If it is nearby and you can check it out, temporarily lay a piece of flex track at that radius and set it on it and see.

As I've mentioned, I have owned two of these, and both of them had a bind in the side rods when they were purchased. My first loco was an easy fix--I just had to do a little filing, but the second loco needed major reworking to make it right.

 

I also needed to do major cleanup on the soldering work on both engines, which (after talking to other owners) seems to be a normal thing, as many of these locos have been poorly assembled.

 

None of the above would stop me from buying another Wabash Mogul, they are easy engines to work on and modify. But I would try very hard to inspect one of these personally before buying, or at the very least, make sure I saw plenty of pictures before paying top dollar for one.

 

Jeff C

Originally Posted by Brother_Love:

Fellas,

Thank you for the input and info. I am about to get one of the Moguls. Jeff, I do not have pics but I am getting from a person that I trust.

Malcolm

I think you will like it a lot. I have quite a few parts for that loco so contact me if you need something.

 

Jeff C

I got my Mogul and it will not operate on my curves. I really like this little steamer so I am going to work with it and see if I can get it to work. The first thing I plan to do is turn the center driver set and make them blind. I believe that will allow it to run on my layout. If it does not it won;t hurt the loco anyway. My curves are 44 and 46 but it still try to climb the rails. There is very little side play in the drivers (I wish there was). Everything else I have runs fine and I have checked and rechecked the gauge on the track, It is code 125 rail and the flanges may be climbing on a spike so I am checking those too. I am determined to make it work.

 

There are a few small details loose or missing but I can fix those too, mostly brake shoes and handrail stanchions.

 

We will see if I am successful or not ;&gt.

 

Thanks for all the help, Malcolm

Last edited by Brother_Love

"I got my Mogul and it will not operate on my curves. I really like this little steamer so I am going to work with it and see if I can get it to work. The first thing I plan to do is turn the center driver set and make them blind. I believe that will allow it to run on my layout. If it does not it won;t hurt the loco anyway. My curves are 44 and 46 but it still try to climb the rails. There is very little side play in the drivers (I wish there was). Everything else I have runs fine and I have checked and rechecked the gauge on the track, It is code 125 rail and the flanges may be climbing on a spike so I am checking those too. I am determined to make it work.

 

   Code 125 should be tall enough to keep the spikes from hitting the flanges.  If it's just de-railing in the curves you might just be able to widen the gauge a bit it on the curves to give the drivers some slack. It seems like a small steamer like that should be able to run around 44 inch radius. I don't know how big you layout is but if it's not too hard I'd widen one curve to start and see if that solves it before tearing apart the loco, that way you wouldn't have to modify other locos if you get more with the same problem someday....DaveB

No way...

 

it should go around those easy. I wonder if there is enough side play in the drivers/frame. Again, my engines got around the old AHM sectional curves, which I think are 32.5" radius.

 

Jeff C

 

edit--I see you mentioned the side play. Mine both had quite a bit and performed fine. I'd check that closely before grinding on driver tires...

Last edited by leikec

I agree - even solidly held drivers ought to make it around 40" curves.  First thing to do - remove the lead truck and release the tender drawbar.  Try it.  You might have to tie a string to keep the tender following.

 

If that doesn't work, check the gauge of all drivers, and the track.  Older Atlas track can shrink after many years.  Be sure all drivers are level - just put it on a plate of glass, and see if you can slide thin paper under any of the flanges.

 

If all of that fails to improve operation, remove the rear driver, trim some material off of the slot where it goes, and try again.  If you have to do this, it won't take very much.

 

Very few Moguls needed blind center drivers - it would be a shame to modify a good Kemtron Mogul - it had a very specific prototype.

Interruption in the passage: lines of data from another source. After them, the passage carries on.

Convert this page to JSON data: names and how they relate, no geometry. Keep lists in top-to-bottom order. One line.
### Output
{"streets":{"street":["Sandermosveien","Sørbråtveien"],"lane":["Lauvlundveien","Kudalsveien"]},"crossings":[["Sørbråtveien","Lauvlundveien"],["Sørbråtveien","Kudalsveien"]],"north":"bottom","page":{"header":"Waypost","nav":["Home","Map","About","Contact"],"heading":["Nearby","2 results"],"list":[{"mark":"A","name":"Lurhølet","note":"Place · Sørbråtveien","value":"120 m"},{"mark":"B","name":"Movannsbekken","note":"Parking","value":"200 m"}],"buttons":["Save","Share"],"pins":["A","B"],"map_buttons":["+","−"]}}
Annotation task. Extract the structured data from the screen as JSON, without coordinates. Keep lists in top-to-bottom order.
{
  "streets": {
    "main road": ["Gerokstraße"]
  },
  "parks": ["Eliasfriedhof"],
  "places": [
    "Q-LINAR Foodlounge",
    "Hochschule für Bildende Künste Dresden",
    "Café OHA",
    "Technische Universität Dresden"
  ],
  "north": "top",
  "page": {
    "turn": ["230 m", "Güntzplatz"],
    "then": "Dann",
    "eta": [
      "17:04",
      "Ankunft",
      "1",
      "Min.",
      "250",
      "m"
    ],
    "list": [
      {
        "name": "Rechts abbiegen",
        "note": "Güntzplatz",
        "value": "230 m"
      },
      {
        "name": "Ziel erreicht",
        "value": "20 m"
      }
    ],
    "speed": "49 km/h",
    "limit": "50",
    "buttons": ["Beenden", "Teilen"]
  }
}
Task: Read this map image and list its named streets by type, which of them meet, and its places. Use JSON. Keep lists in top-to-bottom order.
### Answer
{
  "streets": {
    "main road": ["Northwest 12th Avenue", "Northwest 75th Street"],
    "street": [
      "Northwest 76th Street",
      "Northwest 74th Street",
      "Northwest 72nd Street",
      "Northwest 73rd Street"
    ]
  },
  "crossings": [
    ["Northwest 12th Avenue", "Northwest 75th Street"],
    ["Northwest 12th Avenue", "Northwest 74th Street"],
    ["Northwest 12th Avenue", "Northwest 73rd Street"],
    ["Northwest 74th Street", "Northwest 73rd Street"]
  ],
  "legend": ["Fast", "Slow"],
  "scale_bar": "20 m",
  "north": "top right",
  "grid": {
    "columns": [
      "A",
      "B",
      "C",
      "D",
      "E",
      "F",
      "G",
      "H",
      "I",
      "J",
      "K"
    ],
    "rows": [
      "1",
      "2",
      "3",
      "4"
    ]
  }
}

Something I have run into when there is difficulty running a loco on minimum radius track.

 

That was track which in reality has a tighter radius than the owner thinks it is.  Sometimes tighter only in a few spots.  A trammel will tell the truth.

 

Consider holding off on cutting down the flange.

 

Also, some pieces of OP flex track had a slightly narrow gauge to where the OP track gauge would not drop down on one of the rail heads.

 

It's only when working in the minimum radius range that some of these things surface.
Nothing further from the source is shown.